Working around chemicals opens the eyes to hazards that aren’t always obvious. Isobutylamine shows up in labs and industry, and its strong ammonia-like smell gives away how quick it evaporates. A sniff is enough to send most people backing away, not just because the odor stings, but because exposure can make the throat scratchy, trigger nausea, or cause headaches.
Chemists and technicians aren’t the only people at risk. Shippers, warehouse workers, or even drivers hauling drums deal with the fumes. Imagine a spill during transport—the gas can fill an enclosed space in minutes. According to the National Institute for Occupational Safety and Health (NIOSH), inhaling isobutylamine irritates the nose, throat, and lungs. Short exposure usually fades without lasting harm, but careless handling or a big spill changes the story. The Occupational Safety and Health Administration (OSHA) sets exposure limits for good reason; too much exposure can lead to coughing, dizziness, and even unconsciousness.
Skin contact with isobutylamine can sting and bring on redness. I’ve seen coworkers splash a trace on their hands—it burns, people wash it off fast and watch for blisters. Lab coats, goggles, and gloves don’t just offer comfort; they make encounters with volatile amines like this one manageable. In my experience, staying alert is half the job, especially with chemicals most folks never hear about.
Nothing grabs attention like a flash fire, and isobutylamine is quick to ignite. Its flash point drops far lower than room temperature. A spark, hot tool, or even static electricity risks setting off vapors. Factories and research labs need good ventilation, working sprinklers, and well-trained staff to keep storage and use safe. Insurance adjusters and hazmat teams point out that small containers sometimes explode if pressure builds. Beyond the immediate hazard to health, fire and toxic smoke threaten neighborhoods close to industrial areas.
Technicians know to avoid pouring left-over chemicals down sinks or storm drains. Isobutylamine breaks down in air after a few days, but in water and soil, it lingers. Small spills dilute, but bigger leaks threaten fish, amphibians, and those who drink from nearby wells. Government agencies track accidents; safe handling keeps contamination out of rivers and away from crops.
Simple steps go a long way: ventilate workspaces, wear gloves and goggles, check labels twice before mixing chemicals, store containers away from heat. Training staff yearly caps mistakes before they grow serious. Emergency plans—showers, eyewash stations, spill kits—should lie close at hand, not in storage gathering dust.
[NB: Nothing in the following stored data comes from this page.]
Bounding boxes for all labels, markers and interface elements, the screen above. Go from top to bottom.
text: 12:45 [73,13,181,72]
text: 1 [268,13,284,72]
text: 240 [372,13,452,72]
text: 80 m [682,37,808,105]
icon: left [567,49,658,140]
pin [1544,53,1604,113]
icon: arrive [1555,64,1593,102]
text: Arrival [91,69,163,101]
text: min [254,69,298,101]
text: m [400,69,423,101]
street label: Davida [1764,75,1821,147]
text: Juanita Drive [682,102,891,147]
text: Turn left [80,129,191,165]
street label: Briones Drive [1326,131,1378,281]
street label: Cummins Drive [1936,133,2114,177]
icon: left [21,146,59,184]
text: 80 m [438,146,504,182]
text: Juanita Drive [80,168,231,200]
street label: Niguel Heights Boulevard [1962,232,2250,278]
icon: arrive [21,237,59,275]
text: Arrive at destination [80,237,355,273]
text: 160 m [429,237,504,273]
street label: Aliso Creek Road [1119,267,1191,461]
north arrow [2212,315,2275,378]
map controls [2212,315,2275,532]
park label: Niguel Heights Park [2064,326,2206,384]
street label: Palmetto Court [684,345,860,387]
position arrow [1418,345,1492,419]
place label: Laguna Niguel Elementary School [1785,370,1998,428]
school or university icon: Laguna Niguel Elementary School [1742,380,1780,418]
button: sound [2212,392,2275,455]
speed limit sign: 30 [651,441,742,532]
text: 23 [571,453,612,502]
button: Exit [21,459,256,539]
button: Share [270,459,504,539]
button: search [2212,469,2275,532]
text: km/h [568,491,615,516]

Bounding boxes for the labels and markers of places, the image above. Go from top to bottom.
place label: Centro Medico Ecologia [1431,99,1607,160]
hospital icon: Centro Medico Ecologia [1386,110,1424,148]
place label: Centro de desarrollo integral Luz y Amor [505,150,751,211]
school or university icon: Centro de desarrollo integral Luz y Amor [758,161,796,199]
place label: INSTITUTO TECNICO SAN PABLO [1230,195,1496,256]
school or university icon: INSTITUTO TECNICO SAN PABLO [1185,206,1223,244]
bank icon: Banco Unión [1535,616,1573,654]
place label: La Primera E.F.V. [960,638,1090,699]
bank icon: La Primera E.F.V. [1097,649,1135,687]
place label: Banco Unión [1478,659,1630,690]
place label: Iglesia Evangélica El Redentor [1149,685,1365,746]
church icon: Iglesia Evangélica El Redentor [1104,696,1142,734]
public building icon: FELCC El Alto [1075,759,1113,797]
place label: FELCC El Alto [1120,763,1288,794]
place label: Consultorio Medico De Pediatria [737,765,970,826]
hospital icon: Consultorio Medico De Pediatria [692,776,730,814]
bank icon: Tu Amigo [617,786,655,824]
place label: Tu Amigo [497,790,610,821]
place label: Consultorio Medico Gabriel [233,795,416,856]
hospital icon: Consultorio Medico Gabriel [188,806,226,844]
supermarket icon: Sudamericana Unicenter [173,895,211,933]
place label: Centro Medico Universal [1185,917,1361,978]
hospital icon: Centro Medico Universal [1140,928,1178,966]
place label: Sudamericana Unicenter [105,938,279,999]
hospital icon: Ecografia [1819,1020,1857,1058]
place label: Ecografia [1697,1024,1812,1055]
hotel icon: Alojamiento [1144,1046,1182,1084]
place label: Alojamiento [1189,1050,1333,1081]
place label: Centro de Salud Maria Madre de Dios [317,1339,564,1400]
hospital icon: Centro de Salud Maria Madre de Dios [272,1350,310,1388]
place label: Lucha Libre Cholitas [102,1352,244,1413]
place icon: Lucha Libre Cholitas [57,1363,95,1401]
For small businesses without big budgets, open communication and basic protective gear offer real protection.
Respect for isobutylamine’s hazards makes the difference between another safe shift and a trip to the ER. That lesson sticks with me. Anyone who handles or stores the stuff benefits from treating it with the same care as flammable gasoline or caustic bleach. Better to learn from someone else’s close call than to become the example in tomorrow’s safety meeting.
Isobutylamine, with its formula of C4H11N, seems simple enough on paper. A molecule packed with four carbon atoms, eleven hydrogens, and just one nitrogen gives a lot more than meets the eye, especially for anyone living in the real world where chemistry influences daily life in silent but big ways. I remember sitting in a basic organic chemistry class, the teacher scribbling out skeletal formulas, and feeling that distant connection between what happens on the chalkboard and what matters outside.
That carbon skeleton makes a huge difference. Isobutylamine is an isomer of butylamine, meaning both molecules share the same atoms but arrange them in ways that turn them into different beasts. Changing the skeleton, the “iso” structure slides a methyl group in a spot that shifts how it behaves—reactivity, boiling point, solubility, all those things people outside labs rarely link to everyday products or medicines.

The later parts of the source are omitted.